» **Collected data**
========================

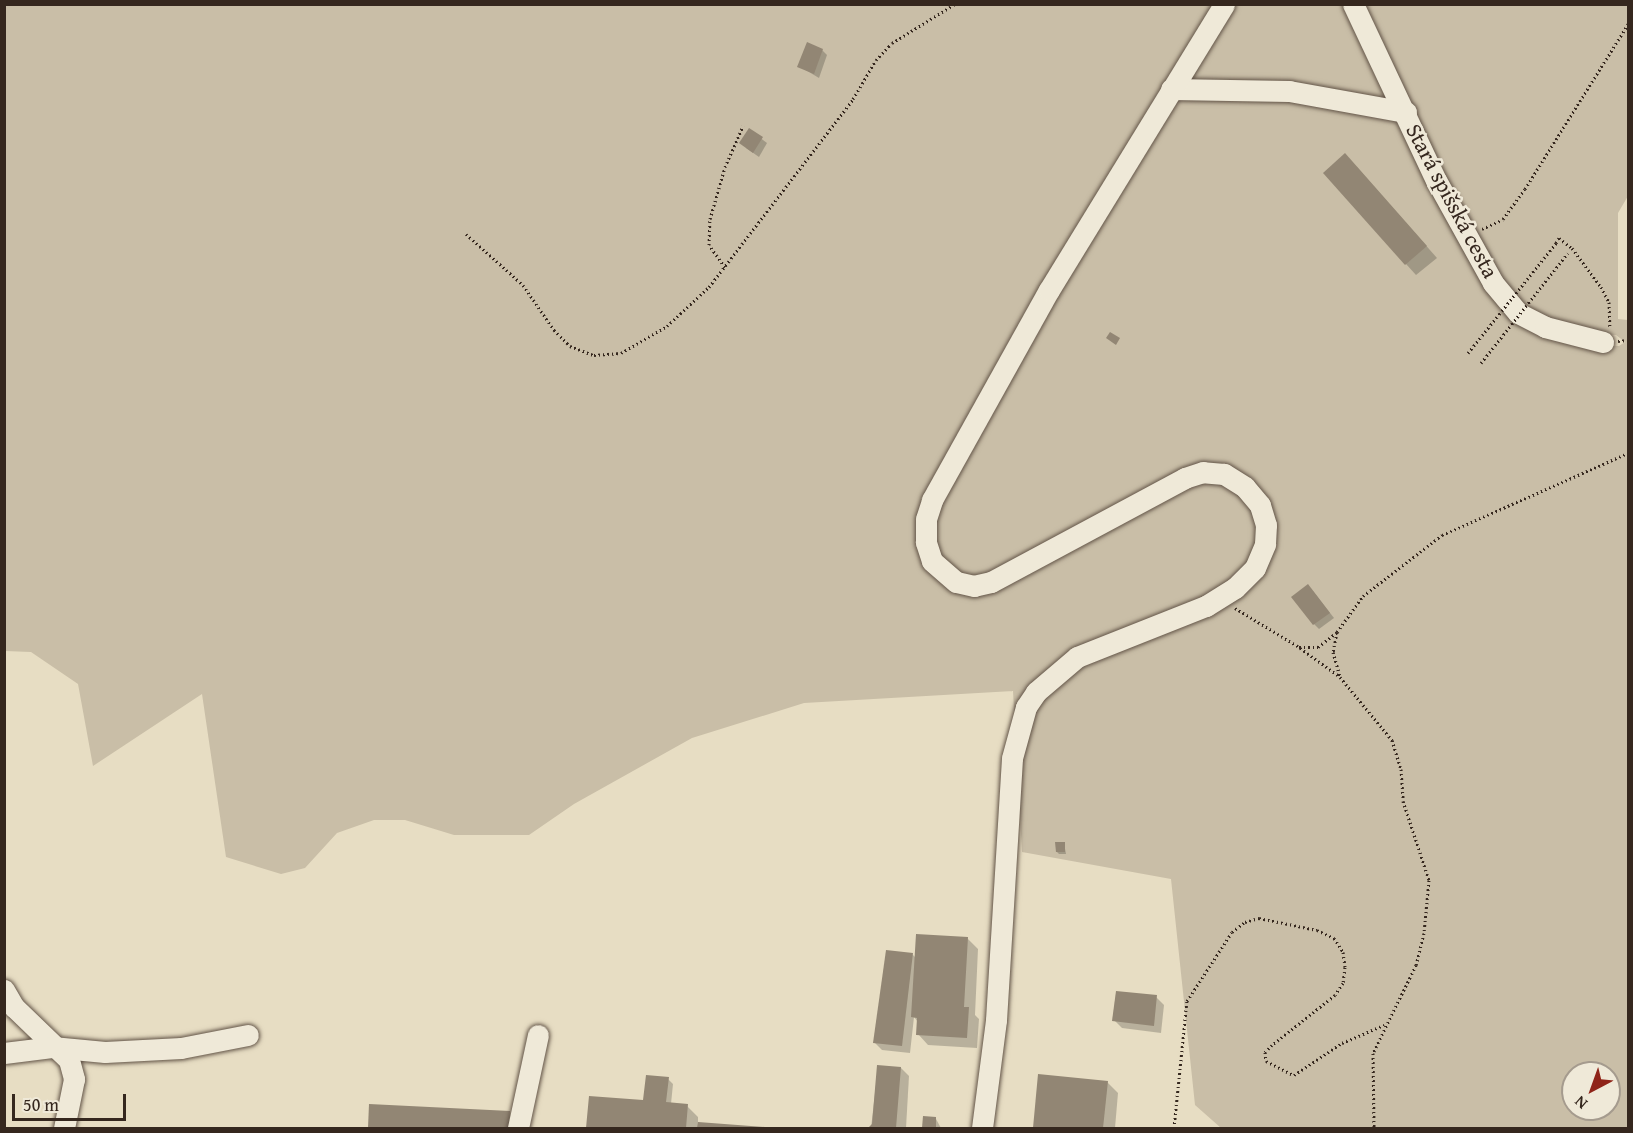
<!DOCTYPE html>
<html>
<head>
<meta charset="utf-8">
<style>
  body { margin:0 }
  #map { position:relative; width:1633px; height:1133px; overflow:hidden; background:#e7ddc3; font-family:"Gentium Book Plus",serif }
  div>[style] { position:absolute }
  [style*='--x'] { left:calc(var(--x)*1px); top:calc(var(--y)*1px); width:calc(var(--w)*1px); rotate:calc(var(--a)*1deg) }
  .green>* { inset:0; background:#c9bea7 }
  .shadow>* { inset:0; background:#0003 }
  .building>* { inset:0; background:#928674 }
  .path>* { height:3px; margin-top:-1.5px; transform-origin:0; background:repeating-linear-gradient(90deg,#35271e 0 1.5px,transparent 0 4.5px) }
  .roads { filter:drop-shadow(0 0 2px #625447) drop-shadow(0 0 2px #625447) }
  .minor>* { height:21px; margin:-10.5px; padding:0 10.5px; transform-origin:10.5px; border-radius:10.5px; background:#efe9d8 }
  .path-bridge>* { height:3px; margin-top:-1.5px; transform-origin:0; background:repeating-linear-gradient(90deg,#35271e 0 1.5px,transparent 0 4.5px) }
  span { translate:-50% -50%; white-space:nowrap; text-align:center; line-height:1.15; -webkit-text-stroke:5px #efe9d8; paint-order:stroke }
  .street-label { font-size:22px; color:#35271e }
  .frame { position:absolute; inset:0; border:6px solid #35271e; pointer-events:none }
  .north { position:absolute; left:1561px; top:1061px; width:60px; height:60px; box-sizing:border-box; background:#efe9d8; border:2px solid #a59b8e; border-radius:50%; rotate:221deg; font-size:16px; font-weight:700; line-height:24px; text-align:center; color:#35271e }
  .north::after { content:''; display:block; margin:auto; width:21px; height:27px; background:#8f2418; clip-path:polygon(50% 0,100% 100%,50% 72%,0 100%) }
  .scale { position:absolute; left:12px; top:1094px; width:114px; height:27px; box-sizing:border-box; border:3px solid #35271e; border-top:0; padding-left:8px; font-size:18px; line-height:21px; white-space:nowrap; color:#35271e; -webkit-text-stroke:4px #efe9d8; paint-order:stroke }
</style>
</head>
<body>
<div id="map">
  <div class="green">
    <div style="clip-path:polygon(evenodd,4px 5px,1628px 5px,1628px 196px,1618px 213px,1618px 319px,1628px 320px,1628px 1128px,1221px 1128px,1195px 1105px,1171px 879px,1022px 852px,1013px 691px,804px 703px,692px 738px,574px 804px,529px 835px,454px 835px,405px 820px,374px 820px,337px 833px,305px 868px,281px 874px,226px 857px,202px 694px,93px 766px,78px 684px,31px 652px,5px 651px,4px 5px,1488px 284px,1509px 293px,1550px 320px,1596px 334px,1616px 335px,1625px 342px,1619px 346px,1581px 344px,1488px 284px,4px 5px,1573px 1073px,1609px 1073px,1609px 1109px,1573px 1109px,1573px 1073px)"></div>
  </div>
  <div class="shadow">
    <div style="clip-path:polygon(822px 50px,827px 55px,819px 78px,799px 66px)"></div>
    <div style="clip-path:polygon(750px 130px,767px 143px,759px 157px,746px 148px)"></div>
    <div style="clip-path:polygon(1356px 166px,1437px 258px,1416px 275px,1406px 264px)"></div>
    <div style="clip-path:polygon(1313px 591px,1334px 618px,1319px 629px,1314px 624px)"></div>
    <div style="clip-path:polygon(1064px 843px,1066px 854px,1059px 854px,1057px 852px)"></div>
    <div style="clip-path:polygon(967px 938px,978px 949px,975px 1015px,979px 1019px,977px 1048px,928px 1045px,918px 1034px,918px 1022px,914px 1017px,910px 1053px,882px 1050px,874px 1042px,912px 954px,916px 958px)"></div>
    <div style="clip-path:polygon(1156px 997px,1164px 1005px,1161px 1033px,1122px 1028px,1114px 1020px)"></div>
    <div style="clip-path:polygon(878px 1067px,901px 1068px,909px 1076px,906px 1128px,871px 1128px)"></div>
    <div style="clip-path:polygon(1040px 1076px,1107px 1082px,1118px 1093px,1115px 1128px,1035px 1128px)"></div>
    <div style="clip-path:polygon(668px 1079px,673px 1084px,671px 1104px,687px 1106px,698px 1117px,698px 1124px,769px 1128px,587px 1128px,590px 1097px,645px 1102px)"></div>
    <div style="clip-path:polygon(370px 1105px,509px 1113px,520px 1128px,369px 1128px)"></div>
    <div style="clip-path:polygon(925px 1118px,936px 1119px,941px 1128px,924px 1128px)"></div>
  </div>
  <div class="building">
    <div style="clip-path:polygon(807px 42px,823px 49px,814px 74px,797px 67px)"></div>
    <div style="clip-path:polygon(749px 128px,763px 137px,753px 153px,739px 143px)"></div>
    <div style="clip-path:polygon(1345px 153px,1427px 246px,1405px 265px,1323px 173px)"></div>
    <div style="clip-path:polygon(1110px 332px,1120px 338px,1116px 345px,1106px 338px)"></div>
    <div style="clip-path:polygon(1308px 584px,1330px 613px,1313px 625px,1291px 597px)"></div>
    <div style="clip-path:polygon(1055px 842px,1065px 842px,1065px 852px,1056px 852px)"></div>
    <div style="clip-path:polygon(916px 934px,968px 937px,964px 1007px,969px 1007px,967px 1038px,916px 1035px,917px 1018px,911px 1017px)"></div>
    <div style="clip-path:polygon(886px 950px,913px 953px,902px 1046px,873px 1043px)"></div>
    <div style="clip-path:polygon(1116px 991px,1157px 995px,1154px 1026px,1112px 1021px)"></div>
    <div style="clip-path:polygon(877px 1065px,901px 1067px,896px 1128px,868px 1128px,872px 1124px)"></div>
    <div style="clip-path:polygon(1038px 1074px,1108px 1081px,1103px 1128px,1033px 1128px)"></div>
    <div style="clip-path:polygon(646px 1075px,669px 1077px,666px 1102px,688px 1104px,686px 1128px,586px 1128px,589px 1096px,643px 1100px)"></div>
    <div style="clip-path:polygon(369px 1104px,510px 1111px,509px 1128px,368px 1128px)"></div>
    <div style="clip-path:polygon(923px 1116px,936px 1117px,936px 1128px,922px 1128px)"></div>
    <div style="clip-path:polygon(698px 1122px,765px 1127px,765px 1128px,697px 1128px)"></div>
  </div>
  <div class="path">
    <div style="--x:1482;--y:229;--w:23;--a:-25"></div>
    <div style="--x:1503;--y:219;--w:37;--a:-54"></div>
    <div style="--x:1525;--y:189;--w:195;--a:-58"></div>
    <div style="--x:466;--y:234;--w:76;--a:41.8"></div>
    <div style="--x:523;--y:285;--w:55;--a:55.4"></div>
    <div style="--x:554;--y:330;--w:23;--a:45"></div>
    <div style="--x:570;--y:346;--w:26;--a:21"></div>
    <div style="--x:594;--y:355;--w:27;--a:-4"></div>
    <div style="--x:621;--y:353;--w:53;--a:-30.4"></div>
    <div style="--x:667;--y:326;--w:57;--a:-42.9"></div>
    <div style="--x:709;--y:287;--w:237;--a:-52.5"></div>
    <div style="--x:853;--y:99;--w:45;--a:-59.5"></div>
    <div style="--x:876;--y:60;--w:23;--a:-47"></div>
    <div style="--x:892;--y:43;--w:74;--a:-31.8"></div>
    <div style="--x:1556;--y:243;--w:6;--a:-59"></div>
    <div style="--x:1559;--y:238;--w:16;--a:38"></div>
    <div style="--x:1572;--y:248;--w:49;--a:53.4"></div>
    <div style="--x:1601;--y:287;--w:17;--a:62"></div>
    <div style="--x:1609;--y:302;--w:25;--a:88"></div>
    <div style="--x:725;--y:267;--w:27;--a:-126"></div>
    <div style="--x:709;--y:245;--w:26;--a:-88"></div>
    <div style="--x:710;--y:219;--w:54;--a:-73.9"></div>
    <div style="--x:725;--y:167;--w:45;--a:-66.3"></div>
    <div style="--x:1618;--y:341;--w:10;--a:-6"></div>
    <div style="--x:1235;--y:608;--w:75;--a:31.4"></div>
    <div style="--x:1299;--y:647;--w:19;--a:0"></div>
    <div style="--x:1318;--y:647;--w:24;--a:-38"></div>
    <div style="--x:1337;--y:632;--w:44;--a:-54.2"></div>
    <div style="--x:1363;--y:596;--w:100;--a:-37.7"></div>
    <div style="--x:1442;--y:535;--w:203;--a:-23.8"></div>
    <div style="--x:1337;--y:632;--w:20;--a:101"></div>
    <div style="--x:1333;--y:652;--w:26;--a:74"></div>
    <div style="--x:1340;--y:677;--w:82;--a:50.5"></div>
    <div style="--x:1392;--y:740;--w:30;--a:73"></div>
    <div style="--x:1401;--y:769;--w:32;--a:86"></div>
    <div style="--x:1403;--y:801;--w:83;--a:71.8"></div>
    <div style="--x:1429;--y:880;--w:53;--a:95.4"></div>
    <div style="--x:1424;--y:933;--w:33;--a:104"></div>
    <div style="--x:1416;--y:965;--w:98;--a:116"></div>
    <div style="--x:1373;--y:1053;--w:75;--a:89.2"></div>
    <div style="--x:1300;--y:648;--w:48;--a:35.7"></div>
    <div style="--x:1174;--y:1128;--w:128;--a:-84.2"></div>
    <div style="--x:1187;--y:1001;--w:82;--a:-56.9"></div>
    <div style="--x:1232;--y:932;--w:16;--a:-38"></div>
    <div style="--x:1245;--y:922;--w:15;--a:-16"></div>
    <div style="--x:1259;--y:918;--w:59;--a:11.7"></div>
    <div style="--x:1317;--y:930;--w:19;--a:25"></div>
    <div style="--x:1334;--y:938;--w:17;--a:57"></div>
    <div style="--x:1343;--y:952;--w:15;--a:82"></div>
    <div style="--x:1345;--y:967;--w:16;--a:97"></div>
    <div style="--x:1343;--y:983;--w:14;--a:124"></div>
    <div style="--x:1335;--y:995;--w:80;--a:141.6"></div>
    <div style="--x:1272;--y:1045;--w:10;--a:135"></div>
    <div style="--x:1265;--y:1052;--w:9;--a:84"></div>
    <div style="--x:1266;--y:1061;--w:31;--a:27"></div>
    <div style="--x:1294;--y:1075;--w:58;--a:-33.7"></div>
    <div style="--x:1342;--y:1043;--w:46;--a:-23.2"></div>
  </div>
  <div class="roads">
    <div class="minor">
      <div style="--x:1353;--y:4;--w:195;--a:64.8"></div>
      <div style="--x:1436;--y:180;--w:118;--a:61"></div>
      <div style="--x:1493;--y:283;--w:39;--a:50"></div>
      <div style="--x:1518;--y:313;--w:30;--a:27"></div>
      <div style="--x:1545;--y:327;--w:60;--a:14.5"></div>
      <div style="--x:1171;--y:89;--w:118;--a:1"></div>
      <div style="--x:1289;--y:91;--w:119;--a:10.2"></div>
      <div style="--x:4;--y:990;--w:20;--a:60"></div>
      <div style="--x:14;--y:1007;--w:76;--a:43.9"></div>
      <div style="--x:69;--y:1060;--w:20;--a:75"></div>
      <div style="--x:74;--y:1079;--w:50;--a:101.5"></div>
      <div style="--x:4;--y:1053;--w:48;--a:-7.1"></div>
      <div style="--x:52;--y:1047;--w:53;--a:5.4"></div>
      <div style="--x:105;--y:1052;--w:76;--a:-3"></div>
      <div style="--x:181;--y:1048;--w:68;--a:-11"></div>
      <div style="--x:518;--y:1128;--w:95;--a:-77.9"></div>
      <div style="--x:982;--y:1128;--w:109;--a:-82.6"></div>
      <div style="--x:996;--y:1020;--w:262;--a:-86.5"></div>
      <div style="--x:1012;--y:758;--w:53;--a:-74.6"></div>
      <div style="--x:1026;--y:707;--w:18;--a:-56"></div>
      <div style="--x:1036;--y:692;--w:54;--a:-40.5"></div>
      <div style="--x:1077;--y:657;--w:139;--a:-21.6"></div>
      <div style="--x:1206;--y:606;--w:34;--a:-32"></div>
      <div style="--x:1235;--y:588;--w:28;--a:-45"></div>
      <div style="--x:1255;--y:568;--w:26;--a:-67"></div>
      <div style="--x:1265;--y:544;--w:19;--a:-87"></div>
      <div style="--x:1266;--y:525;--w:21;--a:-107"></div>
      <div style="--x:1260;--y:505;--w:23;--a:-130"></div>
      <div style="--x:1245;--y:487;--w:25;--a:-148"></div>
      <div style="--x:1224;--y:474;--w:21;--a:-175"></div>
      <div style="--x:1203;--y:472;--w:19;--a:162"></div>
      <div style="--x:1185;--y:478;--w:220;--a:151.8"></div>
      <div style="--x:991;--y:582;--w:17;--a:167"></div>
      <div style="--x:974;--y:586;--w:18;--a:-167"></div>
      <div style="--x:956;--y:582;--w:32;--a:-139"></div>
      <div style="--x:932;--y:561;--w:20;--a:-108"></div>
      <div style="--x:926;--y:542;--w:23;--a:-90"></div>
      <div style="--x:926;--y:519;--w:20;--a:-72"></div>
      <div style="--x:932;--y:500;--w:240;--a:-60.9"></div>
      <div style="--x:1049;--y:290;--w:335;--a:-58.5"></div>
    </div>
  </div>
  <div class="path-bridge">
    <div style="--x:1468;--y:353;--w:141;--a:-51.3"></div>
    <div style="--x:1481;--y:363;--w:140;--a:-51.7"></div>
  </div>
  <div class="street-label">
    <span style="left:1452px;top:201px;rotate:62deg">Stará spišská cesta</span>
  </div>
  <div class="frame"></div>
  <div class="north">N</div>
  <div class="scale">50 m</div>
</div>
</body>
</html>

========================

» **What is expected**
How many lines in the data contain "shadow"? Answer with the number alone.

» **Answer to the exercise**
3